AL-RIYAQ AIRBASE, Lebanon, 27 April 2005 — The last Syrian soldier left Lebanon yesterday for home following a farewell ceremony marking the end of almost three decades of Syrian military presence in the small neighboring country.
Flashing victory signs and shouting national slogans, some 250 soldiers, making the last batch of the Syrian troops in Lebanon, drove in a convoy of ten military buses and cars through the Masna’ crossing point after taking part in the farewell ceremony that was held at this airbase located miles away from the Syrian-Lebanese border.
However, the United Nations insisted that the highly publicized withdrawal did not meet all UN Security Council demands as outlined in Resolution 1559.
UN Secretary-General Kofi Annan said yesterday that despite a letter from Damascus stating the “full and complete withdrawal” of its military and intelligence personnel from Lebanon, the Syrian government had not yet ended its political interference in Lebanon.

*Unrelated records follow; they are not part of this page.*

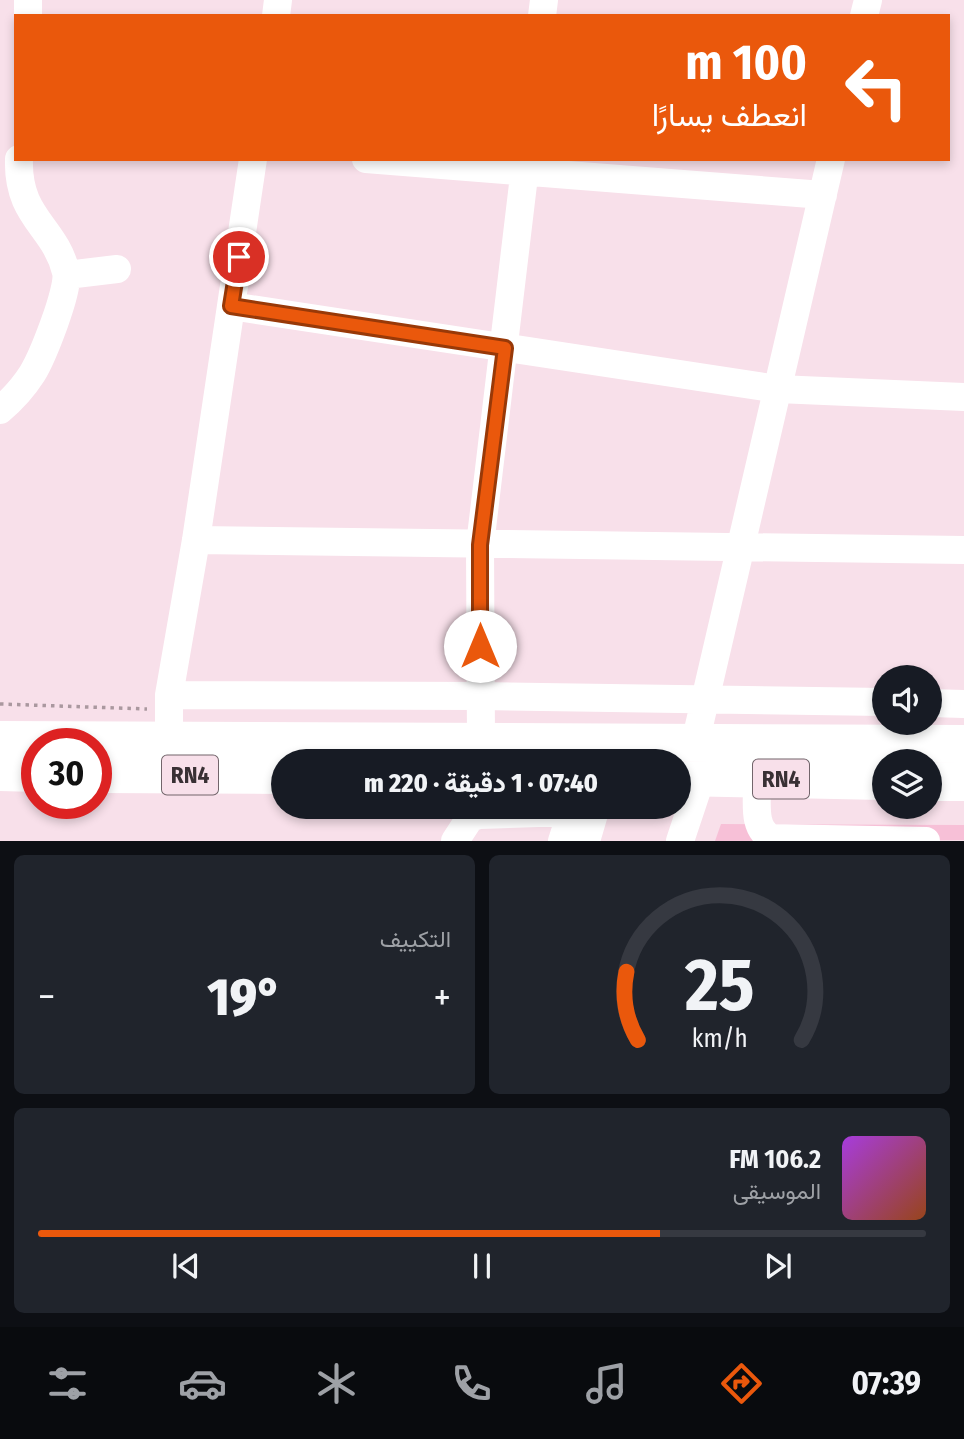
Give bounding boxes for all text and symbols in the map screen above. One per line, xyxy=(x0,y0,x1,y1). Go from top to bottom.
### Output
text: 100 m xyxy=(685,33,807,92)
icon: left xyxy=(831,42,922,133)
text: انعطف يسارًا xyxy=(652,96,807,134)
pin xyxy=(209,227,269,287)
icon: arrive xyxy=(220,238,258,276)
position arrow xyxy=(443,609,517,683)
map controls xyxy=(872,665,942,819)
button: sound xyxy=(872,665,942,735)
speed limit sign: 30 xyxy=(21,728,112,819)
button: layers xyxy=(872,749,942,819)
road number: RN4 xyxy=(162,755,218,794)
road number: RN4 xyxy=(753,760,809,799)
text: 07:40 · 1 دقيقة · 220 m xyxy=(364,768,598,799)
text: التكييف xyxy=(380,925,451,953)
text: 25 xyxy=(684,943,754,1030)
text: 19° xyxy=(207,966,282,1029)
text: − xyxy=(38,974,55,1020)
text: + xyxy=(434,974,451,1020)
text: km/h xyxy=(692,1024,747,1054)
text: 106.2 FM xyxy=(729,1144,821,1175)
text: الموسيقى xyxy=(733,1177,821,1205)
icon: previous xyxy=(167,1247,205,1285)
icon: pause xyxy=(463,1247,501,1285)
icon: next xyxy=(759,1247,797,1285)
icon: filters xyxy=(43,1359,92,1408)
icon: car xyxy=(178,1359,227,1408)
icon: climate xyxy=(312,1359,361,1408)
icon: phone xyxy=(447,1359,496,1408)
icon: music xyxy=(582,1359,631,1408)
icon: directions xyxy=(717,1359,766,1408)
text: 07:39 xyxy=(851,1364,921,1402)

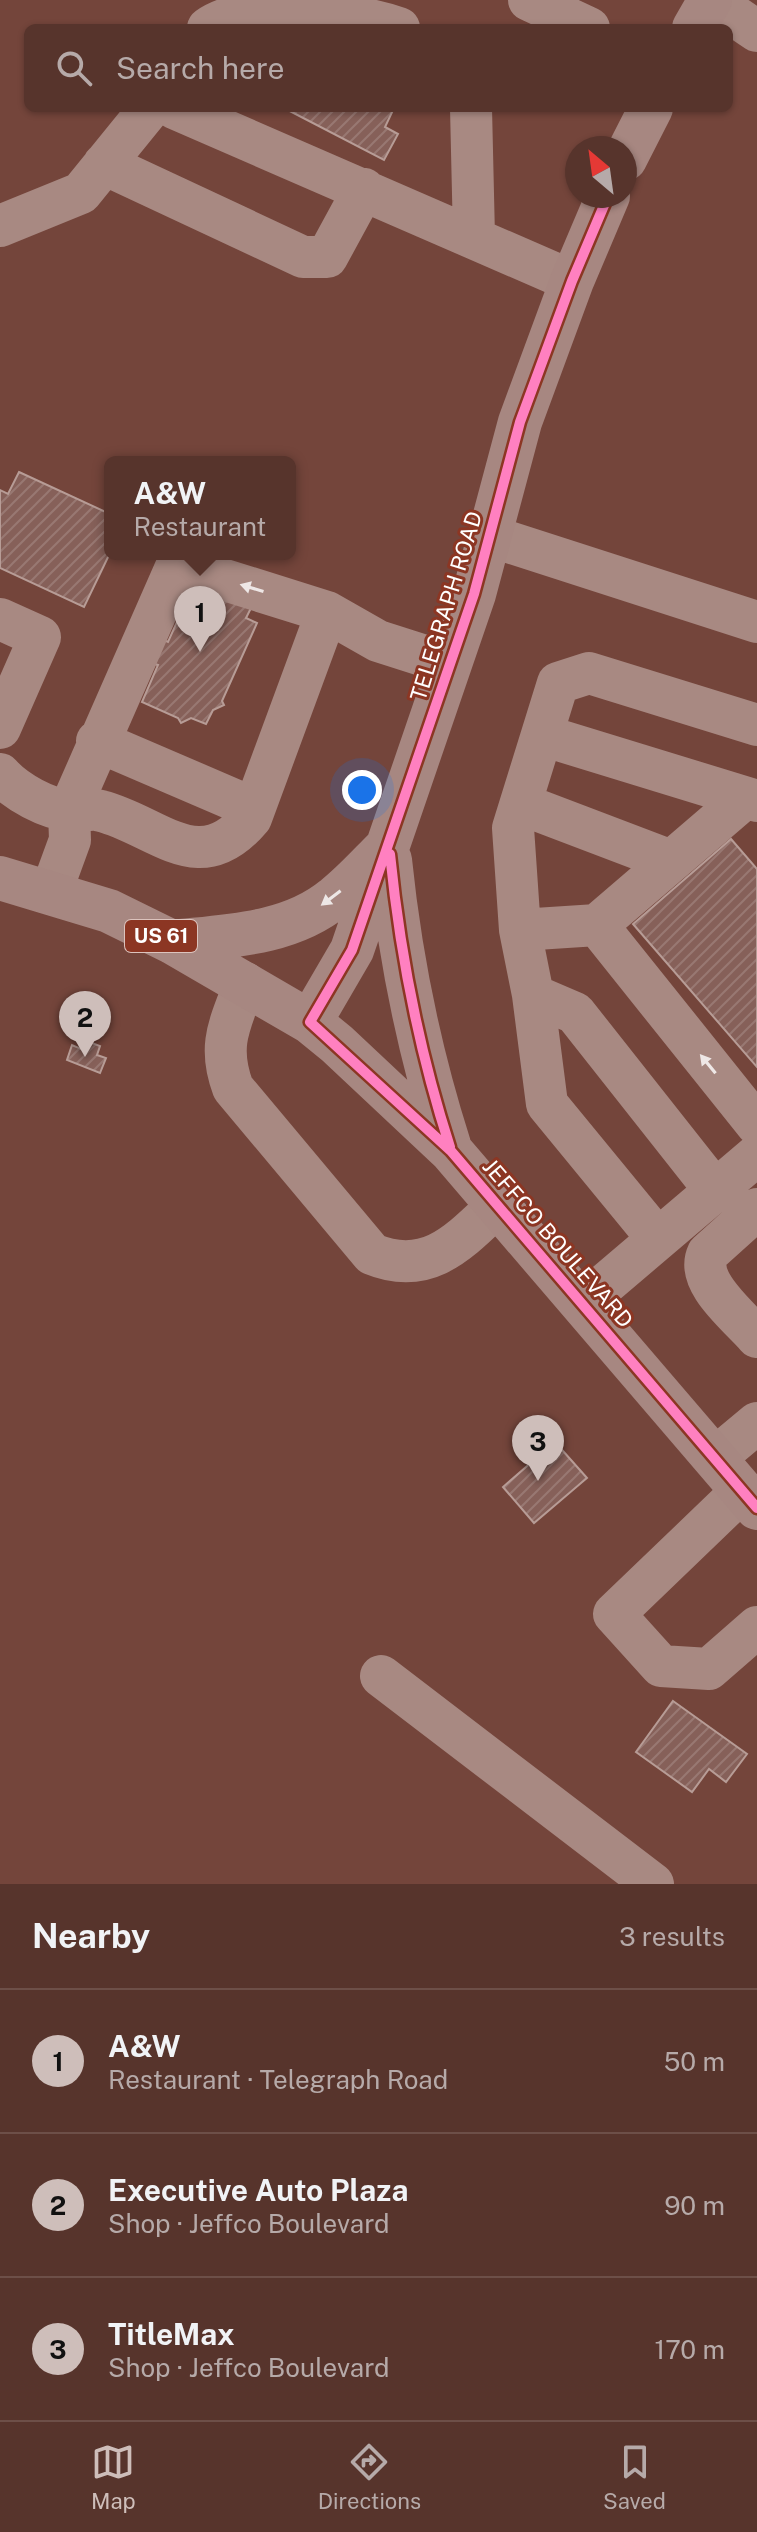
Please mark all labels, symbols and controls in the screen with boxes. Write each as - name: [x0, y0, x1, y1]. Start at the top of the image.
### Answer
- search box: [24, 24, 733, 112]
- icon: search: [52, 46, 96, 90]
- text: Search here: [116, 50, 284, 86]
- north arrow: [565, 136, 637, 208]
- popup: [104, 456, 296, 560]
- text: A&W: [134, 475, 206, 511]
- street label: TELEGRAPH ROAD: [405, 508, 487, 704]
- text: Restaurant: [134, 511, 266, 542]
- one-way arrow: [240, 581, 264, 594]
- pin: 1: [174, 586, 226, 652]
- your location: [342, 770, 382, 810]
- one-way arrow: [321, 890, 341, 906]
- road number: US 61: [125, 920, 197, 952]
- pin: 2: [59, 991, 111, 1057]
- one-way arrow: [701, 1054, 717, 1074]
- street label: JEFFCO BOULEVARD: [477, 1153, 639, 1333]
- pin: 3: [512, 1415, 564, 1481]
- text: Nearby: [32, 1916, 150, 1956]
- text: 3 results: [619, 1921, 725, 1952]
- text: A&W: [108, 2028, 181, 2064]
- text: 1: [52, 2046, 64, 2077]
- text: 50 m: [664, 2046, 725, 2077]
- text: Restaurant · Telegraph Road: [108, 2064, 448, 2095]
- text: Executive Auto Plaza: [108, 2172, 408, 2208]
- text: 2: [50, 2190, 66, 2221]
- text: 90 m: [664, 2190, 725, 2221]
- text: Shop · Jeffco Boulevard: [108, 2208, 390, 2239]
- text: TitleMax: [108, 2316, 235, 2352]
- text: 3: [49, 2334, 67, 2365]
- text: 170 m: [655, 2334, 725, 2365]
- text: Shop · Jeffco Boulevard: [108, 2352, 390, 2383]
- tab: Map: [91, 2440, 136, 2514]
- tab: Directions: [318, 2440, 421, 2514]
- tab: Saved: [603, 2440, 666, 2514]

“As of April 26, 2005, the requirements of Resolution 1559 have not yet been met,” Annan told the 15-nation council in New York.
“There has been no progress in the implementation of other provisions of the resolution,” he said.
A preliminary investigation undertaken by the United Nations showed that the Syrian intelligence apparatus had vacated only “some sites”.
He reported that as of yesterday, it was confirmed that there was some ongoing movement to withdraw Syrian troops from the Bekaa Valley at the Lebanese-Syrian border in conformity with the second phase of the withdrawal.
He said “some member states” and members of the Lebanese opposition had told him that the Syrian military intelligence has taken up “new positions south of Beirut and elsewhere”.
Around 30,000 Syrian citizens, including MPs, businessmen, schoolchildren, and university students, gathered in Jdaidat Yabous on the Syrian side of the border to welcome the returning soldiers and intelligence personnel. They showered soldiers with flowers, waved Syrian flags, danced, and sang national songs before the convoy could shoulder its way toward Damascus.
“We have successfully fulfilled the task of stopping the civil war and bringing stability and security to Lebanon. We will come back very soon as private citizens who got some dear friends and relatives right here,” Brig. Rustom Ghazaleh, who headed the Syrian military intelligence for the past few years, told reporters minutes after attending the ceremony.